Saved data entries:
--- START ---

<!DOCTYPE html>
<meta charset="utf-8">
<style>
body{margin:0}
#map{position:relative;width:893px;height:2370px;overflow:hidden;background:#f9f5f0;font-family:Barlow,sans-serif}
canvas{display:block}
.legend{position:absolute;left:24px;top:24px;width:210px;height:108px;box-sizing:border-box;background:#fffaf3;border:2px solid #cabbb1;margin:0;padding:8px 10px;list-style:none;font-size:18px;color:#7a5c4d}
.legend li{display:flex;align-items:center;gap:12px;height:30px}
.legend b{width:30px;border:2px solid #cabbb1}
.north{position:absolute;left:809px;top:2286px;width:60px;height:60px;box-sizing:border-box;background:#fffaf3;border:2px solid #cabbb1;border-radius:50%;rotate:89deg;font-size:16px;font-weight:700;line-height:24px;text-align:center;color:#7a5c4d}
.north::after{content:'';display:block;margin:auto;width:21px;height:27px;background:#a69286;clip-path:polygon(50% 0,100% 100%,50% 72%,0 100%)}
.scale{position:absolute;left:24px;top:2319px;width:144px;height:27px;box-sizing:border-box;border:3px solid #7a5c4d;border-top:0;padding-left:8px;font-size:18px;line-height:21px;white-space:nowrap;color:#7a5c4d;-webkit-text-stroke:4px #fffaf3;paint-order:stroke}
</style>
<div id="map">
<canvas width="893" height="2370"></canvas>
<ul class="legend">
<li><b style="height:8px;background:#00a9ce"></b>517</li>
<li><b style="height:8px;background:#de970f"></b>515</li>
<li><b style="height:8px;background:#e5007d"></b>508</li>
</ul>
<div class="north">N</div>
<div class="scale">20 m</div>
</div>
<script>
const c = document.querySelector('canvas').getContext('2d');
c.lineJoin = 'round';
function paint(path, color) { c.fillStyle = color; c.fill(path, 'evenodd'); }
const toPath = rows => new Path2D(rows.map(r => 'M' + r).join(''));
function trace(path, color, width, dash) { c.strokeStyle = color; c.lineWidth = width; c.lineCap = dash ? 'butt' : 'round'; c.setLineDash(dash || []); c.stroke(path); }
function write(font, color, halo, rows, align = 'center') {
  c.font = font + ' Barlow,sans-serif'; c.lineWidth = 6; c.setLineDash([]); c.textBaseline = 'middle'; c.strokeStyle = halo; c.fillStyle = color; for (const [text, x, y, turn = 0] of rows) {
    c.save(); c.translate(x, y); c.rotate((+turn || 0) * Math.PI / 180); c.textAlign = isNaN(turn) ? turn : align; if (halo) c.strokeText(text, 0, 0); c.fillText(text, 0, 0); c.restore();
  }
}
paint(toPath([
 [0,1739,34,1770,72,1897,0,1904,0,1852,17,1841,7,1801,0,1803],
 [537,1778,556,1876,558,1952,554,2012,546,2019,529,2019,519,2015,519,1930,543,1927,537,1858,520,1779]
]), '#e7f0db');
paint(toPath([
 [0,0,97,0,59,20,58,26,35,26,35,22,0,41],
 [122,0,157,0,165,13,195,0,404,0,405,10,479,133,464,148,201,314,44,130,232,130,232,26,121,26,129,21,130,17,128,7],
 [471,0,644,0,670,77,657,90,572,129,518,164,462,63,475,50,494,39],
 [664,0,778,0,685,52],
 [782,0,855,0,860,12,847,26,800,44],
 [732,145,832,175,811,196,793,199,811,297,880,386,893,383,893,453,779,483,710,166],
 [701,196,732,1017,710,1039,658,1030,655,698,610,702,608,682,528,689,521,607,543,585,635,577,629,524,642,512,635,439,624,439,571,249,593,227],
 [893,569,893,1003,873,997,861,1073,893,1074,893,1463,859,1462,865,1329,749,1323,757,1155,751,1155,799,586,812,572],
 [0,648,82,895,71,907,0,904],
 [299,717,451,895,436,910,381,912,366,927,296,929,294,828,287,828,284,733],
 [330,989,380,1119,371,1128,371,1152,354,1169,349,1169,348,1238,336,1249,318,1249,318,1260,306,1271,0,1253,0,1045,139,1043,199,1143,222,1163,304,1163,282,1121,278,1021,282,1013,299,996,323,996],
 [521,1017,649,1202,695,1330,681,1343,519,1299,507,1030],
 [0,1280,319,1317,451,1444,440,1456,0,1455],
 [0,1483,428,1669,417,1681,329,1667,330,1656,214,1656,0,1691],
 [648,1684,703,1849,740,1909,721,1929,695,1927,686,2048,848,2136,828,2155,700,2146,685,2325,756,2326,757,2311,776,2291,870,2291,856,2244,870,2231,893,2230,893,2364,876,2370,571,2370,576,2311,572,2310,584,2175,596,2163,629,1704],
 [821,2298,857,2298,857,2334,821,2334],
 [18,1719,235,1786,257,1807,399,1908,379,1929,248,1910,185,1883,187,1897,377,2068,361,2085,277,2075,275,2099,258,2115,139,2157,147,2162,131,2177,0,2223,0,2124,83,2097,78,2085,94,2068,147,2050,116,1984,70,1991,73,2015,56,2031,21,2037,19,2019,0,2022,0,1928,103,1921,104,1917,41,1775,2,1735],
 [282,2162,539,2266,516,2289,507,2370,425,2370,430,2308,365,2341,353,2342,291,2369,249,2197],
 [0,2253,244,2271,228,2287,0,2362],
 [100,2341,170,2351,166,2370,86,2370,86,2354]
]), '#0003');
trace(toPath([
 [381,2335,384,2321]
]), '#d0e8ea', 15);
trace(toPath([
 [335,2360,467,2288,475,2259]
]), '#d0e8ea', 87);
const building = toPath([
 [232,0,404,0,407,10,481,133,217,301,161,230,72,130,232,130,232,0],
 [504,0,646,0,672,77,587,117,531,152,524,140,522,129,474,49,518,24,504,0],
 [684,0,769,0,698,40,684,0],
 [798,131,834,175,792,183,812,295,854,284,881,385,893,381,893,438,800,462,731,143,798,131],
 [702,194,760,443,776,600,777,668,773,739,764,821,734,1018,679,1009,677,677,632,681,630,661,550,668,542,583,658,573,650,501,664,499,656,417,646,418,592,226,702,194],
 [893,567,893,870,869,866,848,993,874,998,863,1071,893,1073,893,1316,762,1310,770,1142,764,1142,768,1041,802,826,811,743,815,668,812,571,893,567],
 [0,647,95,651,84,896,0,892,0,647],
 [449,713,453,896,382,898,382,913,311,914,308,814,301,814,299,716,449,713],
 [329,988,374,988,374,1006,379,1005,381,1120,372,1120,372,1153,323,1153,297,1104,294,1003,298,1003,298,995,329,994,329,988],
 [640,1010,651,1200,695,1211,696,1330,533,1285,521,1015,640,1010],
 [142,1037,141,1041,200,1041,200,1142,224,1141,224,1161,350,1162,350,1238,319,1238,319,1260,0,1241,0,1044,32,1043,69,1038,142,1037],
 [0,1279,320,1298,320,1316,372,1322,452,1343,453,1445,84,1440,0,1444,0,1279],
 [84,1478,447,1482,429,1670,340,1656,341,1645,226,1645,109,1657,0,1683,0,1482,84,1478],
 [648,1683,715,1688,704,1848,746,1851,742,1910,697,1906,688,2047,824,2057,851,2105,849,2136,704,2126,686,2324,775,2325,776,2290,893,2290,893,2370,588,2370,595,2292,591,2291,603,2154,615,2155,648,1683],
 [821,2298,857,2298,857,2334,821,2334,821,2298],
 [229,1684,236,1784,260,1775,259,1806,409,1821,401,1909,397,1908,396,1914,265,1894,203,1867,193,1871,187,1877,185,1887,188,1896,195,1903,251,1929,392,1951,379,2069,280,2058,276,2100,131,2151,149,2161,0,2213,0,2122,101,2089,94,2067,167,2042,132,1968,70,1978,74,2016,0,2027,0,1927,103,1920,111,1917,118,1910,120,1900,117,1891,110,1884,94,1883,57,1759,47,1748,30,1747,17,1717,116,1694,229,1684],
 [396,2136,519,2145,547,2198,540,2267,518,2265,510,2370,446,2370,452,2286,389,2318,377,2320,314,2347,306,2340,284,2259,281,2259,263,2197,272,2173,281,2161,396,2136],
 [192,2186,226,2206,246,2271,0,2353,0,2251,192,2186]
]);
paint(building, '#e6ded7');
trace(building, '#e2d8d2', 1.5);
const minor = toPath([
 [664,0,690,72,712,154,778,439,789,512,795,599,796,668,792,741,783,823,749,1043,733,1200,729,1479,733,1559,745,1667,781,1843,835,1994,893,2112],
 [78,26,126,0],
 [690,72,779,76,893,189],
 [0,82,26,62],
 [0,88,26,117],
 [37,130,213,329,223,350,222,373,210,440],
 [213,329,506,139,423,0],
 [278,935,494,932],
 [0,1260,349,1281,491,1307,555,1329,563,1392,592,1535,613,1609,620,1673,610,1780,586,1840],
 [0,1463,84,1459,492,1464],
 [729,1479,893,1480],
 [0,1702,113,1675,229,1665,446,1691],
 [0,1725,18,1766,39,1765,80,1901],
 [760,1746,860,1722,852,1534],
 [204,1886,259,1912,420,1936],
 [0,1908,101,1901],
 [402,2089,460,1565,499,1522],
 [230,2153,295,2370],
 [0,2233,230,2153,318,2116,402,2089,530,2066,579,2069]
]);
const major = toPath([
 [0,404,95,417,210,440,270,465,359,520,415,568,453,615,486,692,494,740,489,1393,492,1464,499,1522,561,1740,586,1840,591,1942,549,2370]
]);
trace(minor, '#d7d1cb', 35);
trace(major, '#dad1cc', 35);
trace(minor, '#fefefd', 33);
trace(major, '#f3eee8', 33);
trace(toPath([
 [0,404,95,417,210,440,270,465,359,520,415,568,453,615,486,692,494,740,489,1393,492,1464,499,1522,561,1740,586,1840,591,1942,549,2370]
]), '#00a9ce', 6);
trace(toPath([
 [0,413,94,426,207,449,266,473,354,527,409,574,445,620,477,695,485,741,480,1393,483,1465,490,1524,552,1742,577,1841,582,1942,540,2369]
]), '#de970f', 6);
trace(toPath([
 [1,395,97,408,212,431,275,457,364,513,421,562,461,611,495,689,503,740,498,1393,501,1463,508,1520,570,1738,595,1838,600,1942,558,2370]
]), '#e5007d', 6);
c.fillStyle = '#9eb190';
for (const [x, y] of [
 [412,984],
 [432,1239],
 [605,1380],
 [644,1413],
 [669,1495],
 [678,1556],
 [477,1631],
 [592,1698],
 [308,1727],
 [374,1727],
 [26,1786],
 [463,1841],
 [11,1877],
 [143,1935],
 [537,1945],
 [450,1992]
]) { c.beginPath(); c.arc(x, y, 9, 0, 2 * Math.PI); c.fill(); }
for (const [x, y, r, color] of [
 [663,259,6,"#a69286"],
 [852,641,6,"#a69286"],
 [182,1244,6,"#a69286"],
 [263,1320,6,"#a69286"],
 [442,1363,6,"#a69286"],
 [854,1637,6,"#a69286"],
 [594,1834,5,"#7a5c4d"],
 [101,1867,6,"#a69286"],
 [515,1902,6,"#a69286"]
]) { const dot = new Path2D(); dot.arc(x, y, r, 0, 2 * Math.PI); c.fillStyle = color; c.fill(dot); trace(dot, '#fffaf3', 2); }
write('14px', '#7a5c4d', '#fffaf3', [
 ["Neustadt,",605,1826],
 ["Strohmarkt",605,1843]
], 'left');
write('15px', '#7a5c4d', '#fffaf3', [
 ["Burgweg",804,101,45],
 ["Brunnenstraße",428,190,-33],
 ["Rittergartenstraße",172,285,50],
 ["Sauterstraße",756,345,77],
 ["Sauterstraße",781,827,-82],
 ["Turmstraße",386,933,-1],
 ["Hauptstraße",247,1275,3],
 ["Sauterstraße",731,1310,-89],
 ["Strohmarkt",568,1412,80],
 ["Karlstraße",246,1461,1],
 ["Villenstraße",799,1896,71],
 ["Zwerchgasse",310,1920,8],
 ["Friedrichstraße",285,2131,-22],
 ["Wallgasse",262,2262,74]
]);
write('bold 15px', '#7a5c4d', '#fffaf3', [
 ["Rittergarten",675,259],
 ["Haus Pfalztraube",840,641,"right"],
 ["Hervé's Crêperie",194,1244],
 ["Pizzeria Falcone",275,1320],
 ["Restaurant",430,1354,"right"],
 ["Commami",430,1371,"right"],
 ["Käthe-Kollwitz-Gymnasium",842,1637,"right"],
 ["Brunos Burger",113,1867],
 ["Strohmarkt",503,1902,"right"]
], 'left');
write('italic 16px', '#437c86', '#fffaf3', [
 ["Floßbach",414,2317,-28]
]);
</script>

--- END ---

_EXERCISE GOAL_
Whenever the string "major" shows up in a line above, copy that line.

_COMPLETED EXERCISE_
const major = toPath([
trace(major, '#dad1cc', 35);
trace(major, '#f3eee8', 33);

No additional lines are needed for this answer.